Il vino invecchia negli abissi

di Veronica Minervino del 28 gennaio 2014

Cosa si inventano i viticoltori per avere un prodotto originale?

Quest’idea nasce da alcuni ritrovamenti effettuati nei fondali marini. Il primo, nel Mar Ligure, in cui furono portate alla luce anfore di età greco-romana contenenti vino in discrete condizioni, data l’età dei relitti.

Il secondo episodio, il più importante a luglio del 2010. Vennero ritrovate a fianco dei resti di una nave affondata nel Mar Baltico un centinaio di bottiglie di champagne risalenti al 1780, si presume facessero parte di una partita che Luigi XVI stava mandando allo zar Pietro il Grande.

Grazie al simbolo di una piccola ancora sul tappo si risalì alla provenienza dell’azienda produttrice: Veuve Clicquot, la prima ad assaggiarne il contenuto fu un’enologa finlandese che descrisse il vino come in ottime condizioni, dal colore oro scuro e dal sapore molto intenso e deciso.
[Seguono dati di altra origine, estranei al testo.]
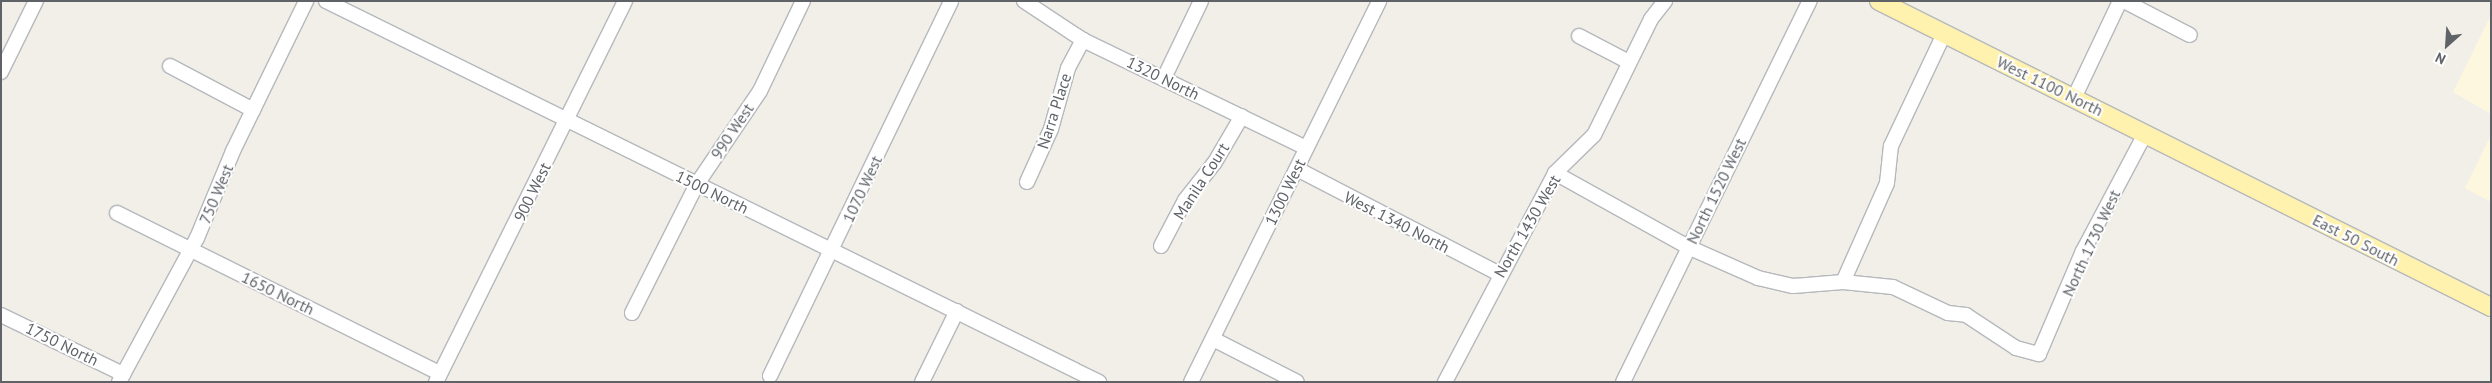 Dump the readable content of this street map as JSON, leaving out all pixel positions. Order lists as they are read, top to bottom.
{
  "streets": {
    "main road": ["West 1100 North", "East 50 South"],
    "street": [
      "1320 North",
      "Narra Place",
      "990 West",
      "Manila Court",
      "1070 West",
      "North 1520 West",
      "900 West",
      "1500 North",
      "1300 West",
      "750 West",
      "West 1340 North",
      "North 1430 West",
      "North 1730 West",
      "1650 North",
      "1750 North"
    ]
  },
  "crossings": [
    ["1320 North", "Narra Place"],
    ["1320 North", "Manila Court"],
    ["1320 North", "1300 West"],
    ["West 1100 North", "East 50 South"],
    ["West 1100 North", "North 1730 West"],
    ["990 West", "1500 North"],
    ["1070 West", "1500 North"],
    ["900 West", "1500 North"],
    ["900 West", "1650 North"],
    ["1300 West", "West 1340 North"],
    ["750 West", "1650 North"],
    ["750 West", "1750 North"],
    ["West 1340 North", "North 1430 West"]
  ],
  "north": "bottom left"
} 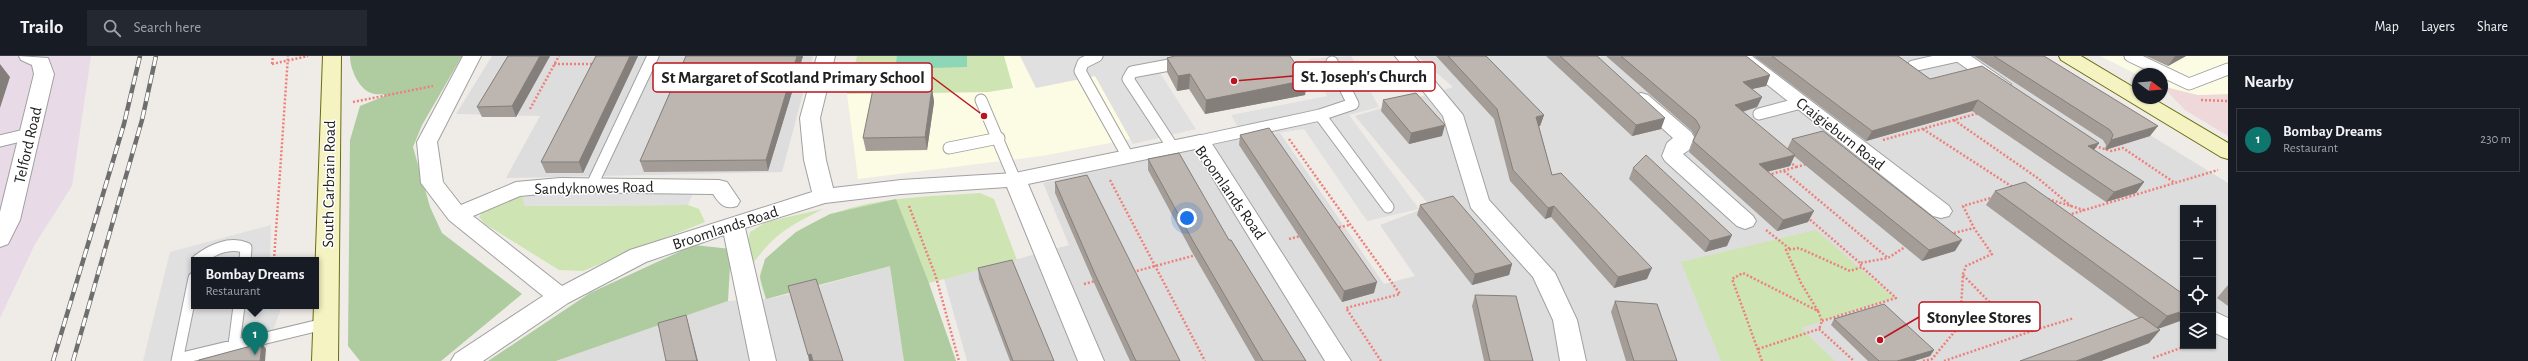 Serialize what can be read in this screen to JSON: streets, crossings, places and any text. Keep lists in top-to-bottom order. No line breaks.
{"streets":{"street":["Craigieburn Road","Telford Road","South Carbrain Road","Sandyknowes Road","Broomlands Road"]},"places":["St. Joseph's Church","St Margaret of Scotland Primary School","Stonylee Stores"],"north":"right","page":{"header":"Trailo","search":"Search here","nav":["Map","Layers","Share"],"heading":"Nearby","list":[{"mark":"1","name":"Bombay Dreams","note":"Restaurant","value":"230 m"}],"map_buttons":["+","−"],"popup":["Bombay Dreams","Restaurant"],"pins":"1"}}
Una fortuna per l’azienda che mise all’asta le bottiglie per un valore di partenza di 53.000 euro l’una.

Ma come fece il vino a resistere tutti quegli anni?
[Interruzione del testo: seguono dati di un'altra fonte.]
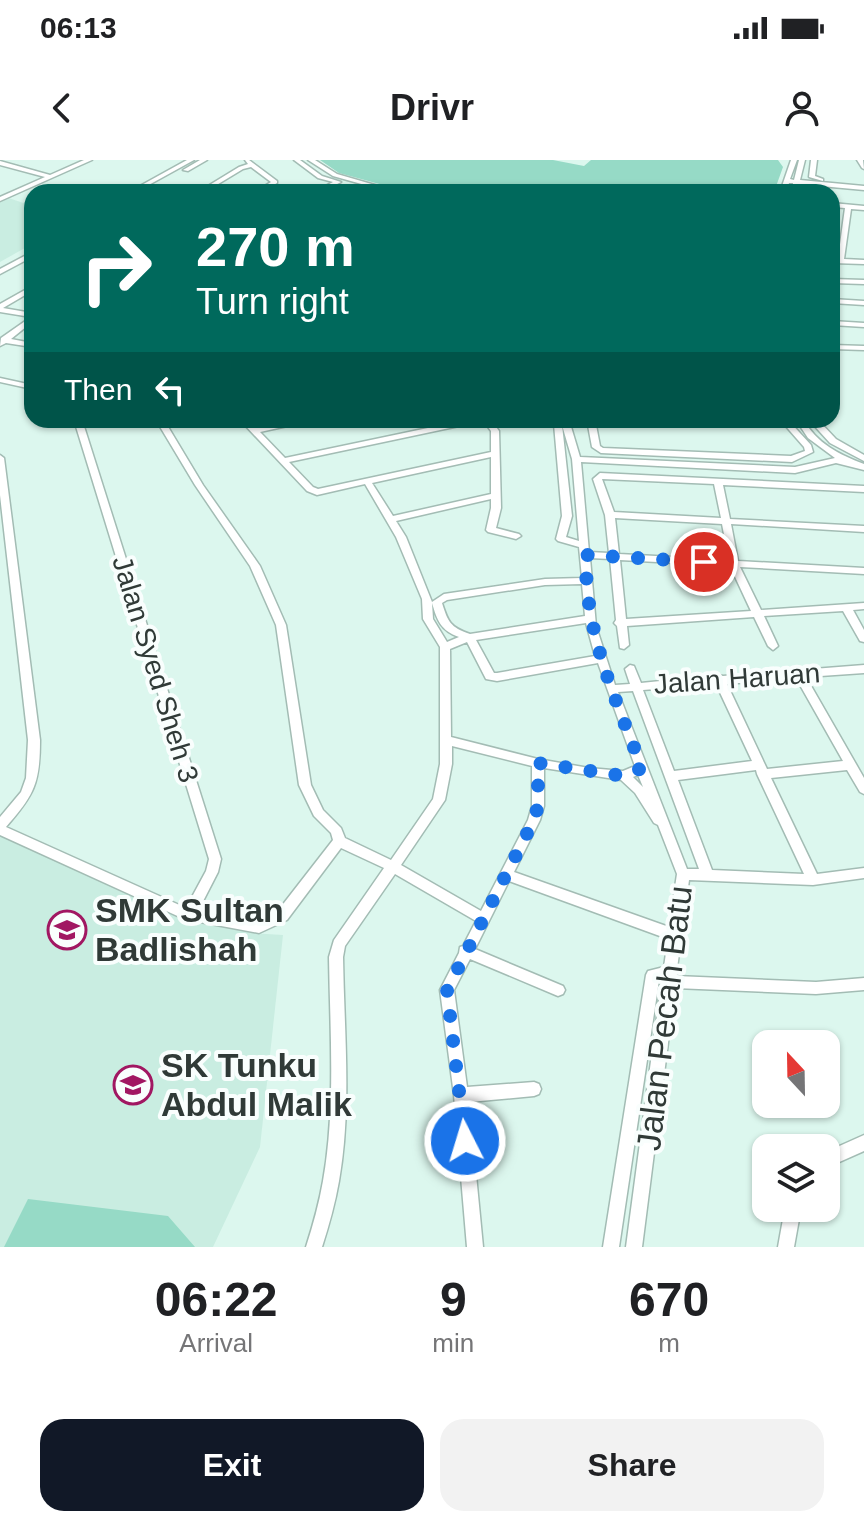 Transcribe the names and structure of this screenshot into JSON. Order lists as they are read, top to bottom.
{
  "streets": {
    "street": ["Jalan Syed Sheh 3", "Jalan Haruan", "Jalan Pecah Batu"]
  },
  "crossings": [
    ["Jalan Haruan", "Jalan Pecah Batu"]
  ],
  "places": {
    "school or university": ["SMK Sultan Badlishah", "SK Tunku Abdul Malik"]
  },
  "north": "top",
  "page": {
    "status": "06:13",
    "header": "Drivr",
    "turn": ["270 m", "Turn right"],
    "then": "Then",
    "eta": [
      "06:22",
      "Arrival",
      "9",
      "min",
      "670",
      "m"
    ],
    "buttons": ["Exit", "Share"]
  }
}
In relazione alla vicenda ci furono alcuni sommelier italiani che espressero alcune perplessità sulla resistenza del tappo di sughero ma nonostante le critiche, il vino risultò più che bevibile. Questo perché le condizioni ambientali nei fondali marini sono molto simili a quelle di cantina, scarsa luce e temperature basse e costanti.

Questa scoperta com’era prevedibile fece scatenare le fantasie di enologi e viticoltori, che senza perder tempo hanno cominciato ad immergere in fondo al mare bottiglie e barrique di vino bianco e rosso.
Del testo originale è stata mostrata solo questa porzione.